# MATERIAL SHOWN
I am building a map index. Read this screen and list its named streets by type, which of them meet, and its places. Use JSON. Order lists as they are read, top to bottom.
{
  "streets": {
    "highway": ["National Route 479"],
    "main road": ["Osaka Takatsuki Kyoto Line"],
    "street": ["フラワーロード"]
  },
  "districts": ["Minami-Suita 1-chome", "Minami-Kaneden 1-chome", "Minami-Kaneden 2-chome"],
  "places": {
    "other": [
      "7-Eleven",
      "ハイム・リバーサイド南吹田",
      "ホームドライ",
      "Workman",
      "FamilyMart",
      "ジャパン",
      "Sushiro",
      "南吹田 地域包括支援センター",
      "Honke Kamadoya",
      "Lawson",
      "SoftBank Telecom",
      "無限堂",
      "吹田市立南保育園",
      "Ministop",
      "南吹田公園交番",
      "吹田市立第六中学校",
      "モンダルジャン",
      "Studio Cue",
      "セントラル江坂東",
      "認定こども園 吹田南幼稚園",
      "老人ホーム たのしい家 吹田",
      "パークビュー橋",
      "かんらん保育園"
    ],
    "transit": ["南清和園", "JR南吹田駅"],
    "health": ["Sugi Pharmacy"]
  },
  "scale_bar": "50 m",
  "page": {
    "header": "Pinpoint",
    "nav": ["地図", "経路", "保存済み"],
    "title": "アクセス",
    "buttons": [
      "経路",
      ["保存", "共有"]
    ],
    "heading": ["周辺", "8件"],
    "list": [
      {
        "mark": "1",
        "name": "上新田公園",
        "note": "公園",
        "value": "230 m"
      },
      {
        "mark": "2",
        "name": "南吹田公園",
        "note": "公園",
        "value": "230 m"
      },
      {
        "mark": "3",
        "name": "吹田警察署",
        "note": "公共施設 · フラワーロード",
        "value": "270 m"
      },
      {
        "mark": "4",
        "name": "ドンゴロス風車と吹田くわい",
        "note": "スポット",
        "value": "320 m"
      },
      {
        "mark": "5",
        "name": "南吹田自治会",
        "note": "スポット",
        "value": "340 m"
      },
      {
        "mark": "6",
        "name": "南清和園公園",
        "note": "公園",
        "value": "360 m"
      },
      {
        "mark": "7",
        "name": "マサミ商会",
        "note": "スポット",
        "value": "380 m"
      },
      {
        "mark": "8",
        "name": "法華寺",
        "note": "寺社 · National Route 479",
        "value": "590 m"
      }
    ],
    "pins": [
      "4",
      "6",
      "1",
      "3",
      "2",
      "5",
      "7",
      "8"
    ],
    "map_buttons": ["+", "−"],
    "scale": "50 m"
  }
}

# WHAT IS REQUIRED
Pick from the records each line that contains the word "mark" and show it.

# TASK SOLUTION
        "mark": "1",
        "mark": "2",
        "mark": "3",
        "mark": "4",
        "mark": "5",
        "mark": "6",
        "mark": "7",
        "mark": "8",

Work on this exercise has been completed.